Improving sleep hygiene
While researchers are still working out the details of how sleep works and how it relates to cognitive decline, there’s no question that good, quality sleep is important for a healthy life. According to Miner, people should consider speaking with a medical professional if they regularly have trouble falling asleep, experience prolonged awakenings during the night, or nap a lot during the day. Certain symptoms, like loud snoring and frequently waking up to urinate, could be signs of sleep apnea, which may require lifestyle changes and wearing a breathing assistance device at night.
But, most people just need to focus on implementing good sleep habits, Miner added. “So number one, go to bed at the same time every night, and get out of bed at the same time every morning,” she advised. She also suggests people to avoid consuming too much alcohol and caffeine close to bedtime and to turn off their electronic devices before they get in bed.
Additionally, Miner stressed that how a person spends their day will impact how they spend their night. She said that people sleep best when they maintain their physical and mental health with regular exercise and social activity.

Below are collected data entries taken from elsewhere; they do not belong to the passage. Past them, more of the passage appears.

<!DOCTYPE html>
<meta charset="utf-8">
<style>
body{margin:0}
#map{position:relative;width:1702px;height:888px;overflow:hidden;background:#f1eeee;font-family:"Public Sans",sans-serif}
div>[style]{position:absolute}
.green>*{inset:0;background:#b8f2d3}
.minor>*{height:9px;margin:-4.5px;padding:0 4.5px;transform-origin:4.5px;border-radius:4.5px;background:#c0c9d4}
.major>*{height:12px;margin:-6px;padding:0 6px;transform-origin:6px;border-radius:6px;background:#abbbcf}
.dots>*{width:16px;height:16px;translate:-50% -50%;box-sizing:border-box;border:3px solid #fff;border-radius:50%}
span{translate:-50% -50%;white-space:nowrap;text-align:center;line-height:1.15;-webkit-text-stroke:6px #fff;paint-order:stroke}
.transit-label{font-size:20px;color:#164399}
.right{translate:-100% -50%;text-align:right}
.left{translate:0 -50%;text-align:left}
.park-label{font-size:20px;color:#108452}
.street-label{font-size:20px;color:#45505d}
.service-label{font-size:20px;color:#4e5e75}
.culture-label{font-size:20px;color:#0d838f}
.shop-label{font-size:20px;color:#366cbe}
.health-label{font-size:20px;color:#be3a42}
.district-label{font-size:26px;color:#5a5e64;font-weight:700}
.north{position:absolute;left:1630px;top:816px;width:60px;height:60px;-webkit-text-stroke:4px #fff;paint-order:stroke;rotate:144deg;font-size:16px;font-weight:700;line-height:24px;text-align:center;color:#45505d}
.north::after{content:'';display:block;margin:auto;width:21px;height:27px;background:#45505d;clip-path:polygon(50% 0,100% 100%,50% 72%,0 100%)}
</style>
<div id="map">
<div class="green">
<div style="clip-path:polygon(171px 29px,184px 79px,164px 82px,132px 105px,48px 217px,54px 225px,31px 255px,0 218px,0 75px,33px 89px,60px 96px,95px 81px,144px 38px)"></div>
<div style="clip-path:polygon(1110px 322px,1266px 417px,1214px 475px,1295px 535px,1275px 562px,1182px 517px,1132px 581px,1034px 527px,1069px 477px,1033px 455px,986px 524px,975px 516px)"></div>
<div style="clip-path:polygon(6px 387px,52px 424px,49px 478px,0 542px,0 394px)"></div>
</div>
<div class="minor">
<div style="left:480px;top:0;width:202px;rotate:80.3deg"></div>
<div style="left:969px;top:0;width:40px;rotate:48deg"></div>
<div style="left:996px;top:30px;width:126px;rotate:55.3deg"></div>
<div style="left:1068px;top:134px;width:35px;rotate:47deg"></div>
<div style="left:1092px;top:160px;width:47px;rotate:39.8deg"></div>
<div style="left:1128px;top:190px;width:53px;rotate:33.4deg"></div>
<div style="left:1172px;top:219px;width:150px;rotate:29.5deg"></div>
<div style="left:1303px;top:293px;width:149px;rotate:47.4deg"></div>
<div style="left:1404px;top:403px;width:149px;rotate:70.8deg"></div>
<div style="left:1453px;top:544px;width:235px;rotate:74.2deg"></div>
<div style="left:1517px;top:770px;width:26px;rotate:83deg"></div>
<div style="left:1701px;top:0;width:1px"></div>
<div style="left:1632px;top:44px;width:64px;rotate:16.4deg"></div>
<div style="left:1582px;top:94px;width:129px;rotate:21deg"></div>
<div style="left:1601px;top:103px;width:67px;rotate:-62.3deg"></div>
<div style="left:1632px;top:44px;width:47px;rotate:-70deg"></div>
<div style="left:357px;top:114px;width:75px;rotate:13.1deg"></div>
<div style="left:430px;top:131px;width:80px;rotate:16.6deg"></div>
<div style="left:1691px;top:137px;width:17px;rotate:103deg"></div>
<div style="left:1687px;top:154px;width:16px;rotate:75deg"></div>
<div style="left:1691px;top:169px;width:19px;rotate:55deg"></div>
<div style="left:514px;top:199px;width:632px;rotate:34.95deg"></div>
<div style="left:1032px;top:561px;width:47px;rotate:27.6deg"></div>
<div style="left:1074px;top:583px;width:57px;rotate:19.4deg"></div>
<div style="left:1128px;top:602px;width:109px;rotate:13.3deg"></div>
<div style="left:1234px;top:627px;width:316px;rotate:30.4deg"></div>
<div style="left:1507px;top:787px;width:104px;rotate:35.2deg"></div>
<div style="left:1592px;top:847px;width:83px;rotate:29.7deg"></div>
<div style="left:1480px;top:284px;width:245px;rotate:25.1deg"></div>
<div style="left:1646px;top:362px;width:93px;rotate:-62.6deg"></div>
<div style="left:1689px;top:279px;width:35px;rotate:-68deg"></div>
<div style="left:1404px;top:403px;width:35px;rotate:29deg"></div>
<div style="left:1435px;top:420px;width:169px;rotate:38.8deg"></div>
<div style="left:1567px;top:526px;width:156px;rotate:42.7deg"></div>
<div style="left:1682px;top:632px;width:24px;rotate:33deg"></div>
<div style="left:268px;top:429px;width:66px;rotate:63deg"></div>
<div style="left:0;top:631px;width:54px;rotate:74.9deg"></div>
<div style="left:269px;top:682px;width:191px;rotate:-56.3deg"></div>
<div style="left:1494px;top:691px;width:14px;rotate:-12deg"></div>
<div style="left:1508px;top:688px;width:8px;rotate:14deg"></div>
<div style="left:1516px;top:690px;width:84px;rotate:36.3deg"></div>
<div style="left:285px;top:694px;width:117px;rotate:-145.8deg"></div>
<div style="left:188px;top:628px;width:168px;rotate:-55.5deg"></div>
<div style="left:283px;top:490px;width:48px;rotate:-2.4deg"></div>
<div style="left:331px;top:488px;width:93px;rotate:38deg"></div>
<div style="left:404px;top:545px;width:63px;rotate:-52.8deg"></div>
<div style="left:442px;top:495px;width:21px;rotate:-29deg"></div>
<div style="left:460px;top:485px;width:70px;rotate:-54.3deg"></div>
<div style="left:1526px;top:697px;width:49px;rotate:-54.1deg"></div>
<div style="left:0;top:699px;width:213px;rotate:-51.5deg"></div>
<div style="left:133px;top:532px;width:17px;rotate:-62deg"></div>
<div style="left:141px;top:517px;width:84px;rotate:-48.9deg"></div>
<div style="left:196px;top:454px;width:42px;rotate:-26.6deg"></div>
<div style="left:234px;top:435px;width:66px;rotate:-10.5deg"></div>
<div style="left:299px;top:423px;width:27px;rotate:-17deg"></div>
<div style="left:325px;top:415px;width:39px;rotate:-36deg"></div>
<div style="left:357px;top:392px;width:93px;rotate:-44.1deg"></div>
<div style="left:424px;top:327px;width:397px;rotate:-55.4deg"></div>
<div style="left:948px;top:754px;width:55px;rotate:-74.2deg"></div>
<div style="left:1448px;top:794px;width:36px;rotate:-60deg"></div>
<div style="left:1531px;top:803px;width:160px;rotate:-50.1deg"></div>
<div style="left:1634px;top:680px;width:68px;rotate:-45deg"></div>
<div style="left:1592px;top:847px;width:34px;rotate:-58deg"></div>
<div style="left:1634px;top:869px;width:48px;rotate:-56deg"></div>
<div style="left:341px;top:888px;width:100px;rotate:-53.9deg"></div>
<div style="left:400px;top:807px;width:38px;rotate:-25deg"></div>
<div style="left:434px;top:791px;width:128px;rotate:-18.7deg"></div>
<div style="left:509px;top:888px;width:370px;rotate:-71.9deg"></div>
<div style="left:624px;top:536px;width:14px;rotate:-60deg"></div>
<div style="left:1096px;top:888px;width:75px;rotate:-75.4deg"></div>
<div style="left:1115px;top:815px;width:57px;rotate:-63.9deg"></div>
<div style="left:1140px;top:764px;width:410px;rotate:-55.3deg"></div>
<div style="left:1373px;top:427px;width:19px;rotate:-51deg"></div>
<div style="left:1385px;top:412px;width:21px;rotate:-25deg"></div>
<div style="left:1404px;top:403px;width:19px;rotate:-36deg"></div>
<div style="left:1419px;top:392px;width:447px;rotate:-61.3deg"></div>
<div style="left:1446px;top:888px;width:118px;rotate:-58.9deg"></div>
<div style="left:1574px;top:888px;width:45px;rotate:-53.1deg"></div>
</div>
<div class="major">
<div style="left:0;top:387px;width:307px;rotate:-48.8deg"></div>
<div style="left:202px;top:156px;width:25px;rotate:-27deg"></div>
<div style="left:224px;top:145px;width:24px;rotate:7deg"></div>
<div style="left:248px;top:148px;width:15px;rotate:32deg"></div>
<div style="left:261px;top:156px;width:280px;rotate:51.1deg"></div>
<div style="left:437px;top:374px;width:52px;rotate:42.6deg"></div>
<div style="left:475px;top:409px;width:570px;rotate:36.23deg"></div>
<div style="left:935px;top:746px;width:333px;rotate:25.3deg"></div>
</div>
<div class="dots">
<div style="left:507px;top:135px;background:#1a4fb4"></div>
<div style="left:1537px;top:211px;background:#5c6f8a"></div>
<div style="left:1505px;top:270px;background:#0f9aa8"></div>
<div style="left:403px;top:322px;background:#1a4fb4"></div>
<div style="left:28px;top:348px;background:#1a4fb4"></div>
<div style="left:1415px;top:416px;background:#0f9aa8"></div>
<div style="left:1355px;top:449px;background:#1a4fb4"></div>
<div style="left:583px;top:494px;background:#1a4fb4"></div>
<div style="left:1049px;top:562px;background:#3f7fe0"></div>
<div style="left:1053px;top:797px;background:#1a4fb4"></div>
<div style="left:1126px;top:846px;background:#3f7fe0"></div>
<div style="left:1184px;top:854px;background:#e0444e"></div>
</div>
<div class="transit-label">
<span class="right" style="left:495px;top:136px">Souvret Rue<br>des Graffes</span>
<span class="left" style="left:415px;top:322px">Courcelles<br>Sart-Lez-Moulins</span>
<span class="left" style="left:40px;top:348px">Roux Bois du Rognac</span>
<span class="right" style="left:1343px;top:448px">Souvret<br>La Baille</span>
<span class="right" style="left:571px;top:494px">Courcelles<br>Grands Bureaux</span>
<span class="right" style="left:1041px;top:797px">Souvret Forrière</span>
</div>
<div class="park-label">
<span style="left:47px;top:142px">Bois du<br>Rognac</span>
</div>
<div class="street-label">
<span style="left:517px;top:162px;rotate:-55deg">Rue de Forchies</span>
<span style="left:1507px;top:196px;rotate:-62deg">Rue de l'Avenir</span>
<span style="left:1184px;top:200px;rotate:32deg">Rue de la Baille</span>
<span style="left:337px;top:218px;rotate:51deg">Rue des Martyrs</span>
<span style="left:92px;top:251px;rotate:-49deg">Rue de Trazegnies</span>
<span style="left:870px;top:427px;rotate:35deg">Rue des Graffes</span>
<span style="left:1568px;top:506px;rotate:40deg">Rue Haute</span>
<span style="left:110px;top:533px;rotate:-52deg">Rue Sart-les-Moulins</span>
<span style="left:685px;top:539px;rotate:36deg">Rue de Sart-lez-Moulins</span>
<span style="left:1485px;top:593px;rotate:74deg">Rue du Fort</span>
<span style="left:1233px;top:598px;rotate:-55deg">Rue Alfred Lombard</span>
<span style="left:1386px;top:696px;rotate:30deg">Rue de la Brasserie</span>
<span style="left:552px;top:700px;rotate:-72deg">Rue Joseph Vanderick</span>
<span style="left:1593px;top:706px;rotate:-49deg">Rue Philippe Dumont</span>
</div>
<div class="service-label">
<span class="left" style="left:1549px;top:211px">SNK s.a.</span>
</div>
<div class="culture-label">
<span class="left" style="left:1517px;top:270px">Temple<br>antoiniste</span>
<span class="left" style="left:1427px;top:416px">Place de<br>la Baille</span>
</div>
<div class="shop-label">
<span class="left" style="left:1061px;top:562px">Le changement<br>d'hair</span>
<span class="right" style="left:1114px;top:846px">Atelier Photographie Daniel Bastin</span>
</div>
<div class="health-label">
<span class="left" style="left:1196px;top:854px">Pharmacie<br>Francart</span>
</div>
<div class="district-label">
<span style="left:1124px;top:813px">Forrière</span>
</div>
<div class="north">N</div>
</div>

Pase added that vigorous exercise and other activities that improve sleep quality are also themselves associated with reduced risk for dementia. People who think they are not getting enough sleep should take steps to remedy that, but they need to make sure they don’t make room in their schedule by cutting out something important like exercise, he said. Instead, he said, sleep ought to replace other sedentary activities, like lounging on the couch. After all, sleep is far more than just lying still.